Van der Waals forces form electrostatic bonds between molecules. Intermolecular bonds including Van der Waals bonds hold the molecules together in liquids and solids and are responsible for phenomena such as the surface tension in liquids and crystals in solids. The intermolecular forces are much weaker than the internal forces that hold atoms together in molecules, but they are still strong enough to affect the behavior and properties of many materials.

Three types of Van der Waals forces, strongest to weakest, are dipole-dipole forces, dipole-induced dipole forces and the London dispersion forces. Dipoles are polar molecules with negatively and positively charged poles at opposite ends of the molecule. The negative pole of one molecule attracts the positive pole of another molecule, forming an electrostatic dipole-dipole bond.
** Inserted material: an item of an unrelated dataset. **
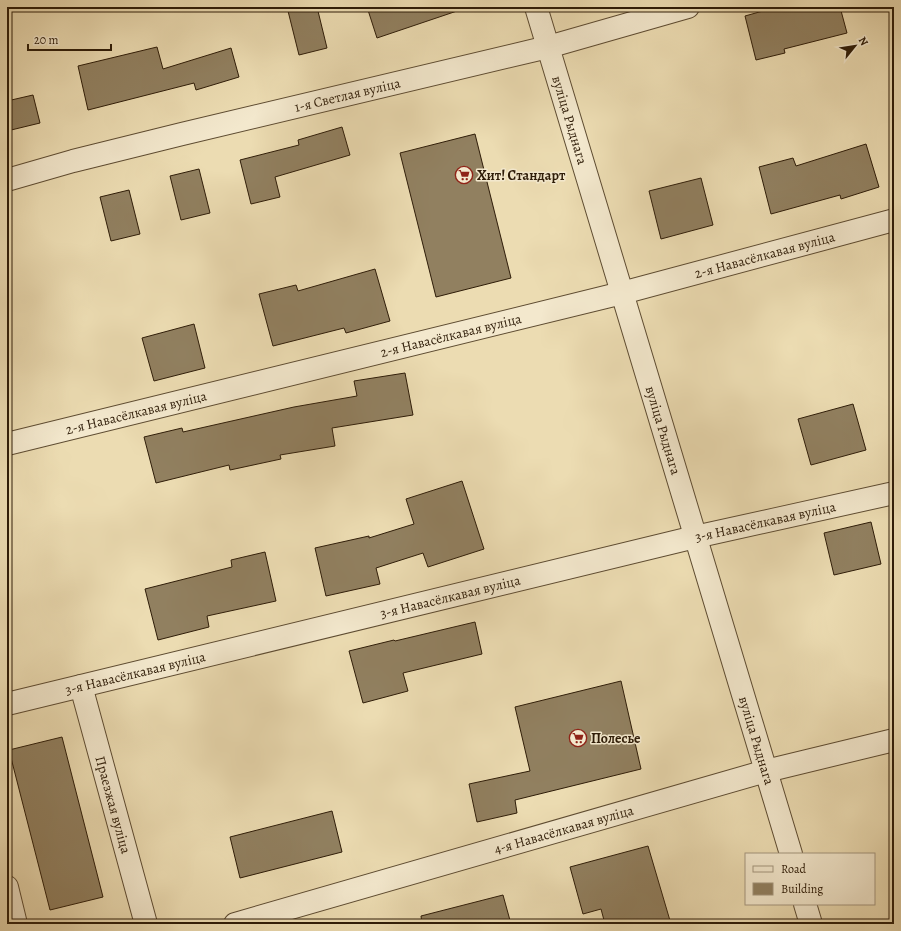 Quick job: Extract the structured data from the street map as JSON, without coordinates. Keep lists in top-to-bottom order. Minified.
{"streets":{"street":["1-я Светлая вуліца","вуліца Рыднага","2-я Навасёлкавая вуліца","3-я Навасёлкавая вуліца","Праезжая вуліца","4-я Навасёлкавая вуліца"]},"crossings":[["1-я Светлая вуліца","вуліца Рыднага"],["вуліца Рыднага","2-я Навасёлкавая вуліца"],["вуліца Рыднага","3-я Навасёлкавая вуліца"],["вуліца Рыднага","4-я Навасёлкавая вуліца"],["3-я Навасёлкавая вуліца","Праезжая вуліца"]],"places":{"supermarket":["Хит! Стандарт","Полесье"]},"legend":["Road","Building"],"scale_bar":"20 m","north":"top right"}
When a charged dipole molecule comes close to a neutral molecule, it induces an opposite charge in the neutral molecule, and the opposite charges attract to form a dipole-induced dipole bond. When two neutral molecules become temporary dipoles because their electrons happen to collect on one side of the molecule, the neutral molecules are attracted with electrostatic forces called the London dispersion forces, and they can form a corresponding bond.

London dispersion forces are weak in small molecules, but they increase in strength in larger molecules where many of the electrons are comparatively far away from the positively charged nucleus and are free to move around. As a result, they may collect in an asymmetrical way around the molecule, creating the temporary dipole effect. For large molecules, the London dispersion forces become a significant factor in their behavior.

When a dipole molecule contains a hydrogen atom, it can form an especially strong dipole-dipole bond, because the hydrogen atom is small and the positive charge is concentrated. The increased strength of the bond makes this a special case called the hydrogen bond.

In gases at room temperature, molecules are too far apart and have too much energy to be affected by intermolecular Van der Waals forces. These forces become important for liquids and solids because the molecules have less energy and are closer together. The Van der Waals forces are among the intermolecular forces holding liquids and solids together and giving them their characteristic properties.

In liquids, intermolecular forces are still too weak to hold the molecules in place. The molecules have enough energy to repeatedly make and break the intermolecular bonds, sliding past one another and taking the form of their container. For example, in water, the bipole molecules are made up of a negatively charged oxygen atom and two positively charged hydrogen atoms. The water dipoles form strong hydrogen bonds holding the water molecules together. As a result, water has a high surface tension, a high heat of vaporization, and a comparatively high boiling point for the weight of the molecule.

In solids, the atoms have too little energy to break the bonds of the intermolecular forces, and they are held together with little motion. In addition to Van der Waals forces, the behavior of the molecules of solids may be influenced by other intermolecular forces, such as those forming ionic or metallic bonds. The forces hold the molecules of solids in crystal lattices such as diamonds, in metals such as copper, in homogeneous solids such as glass or in flexible solids such as plastics. While the strong chemical bonds that hold atoms together in molecules determine the chemical characteristics of materials, the intermolecular forces including the Van der Waals forces influence the physical characteristics.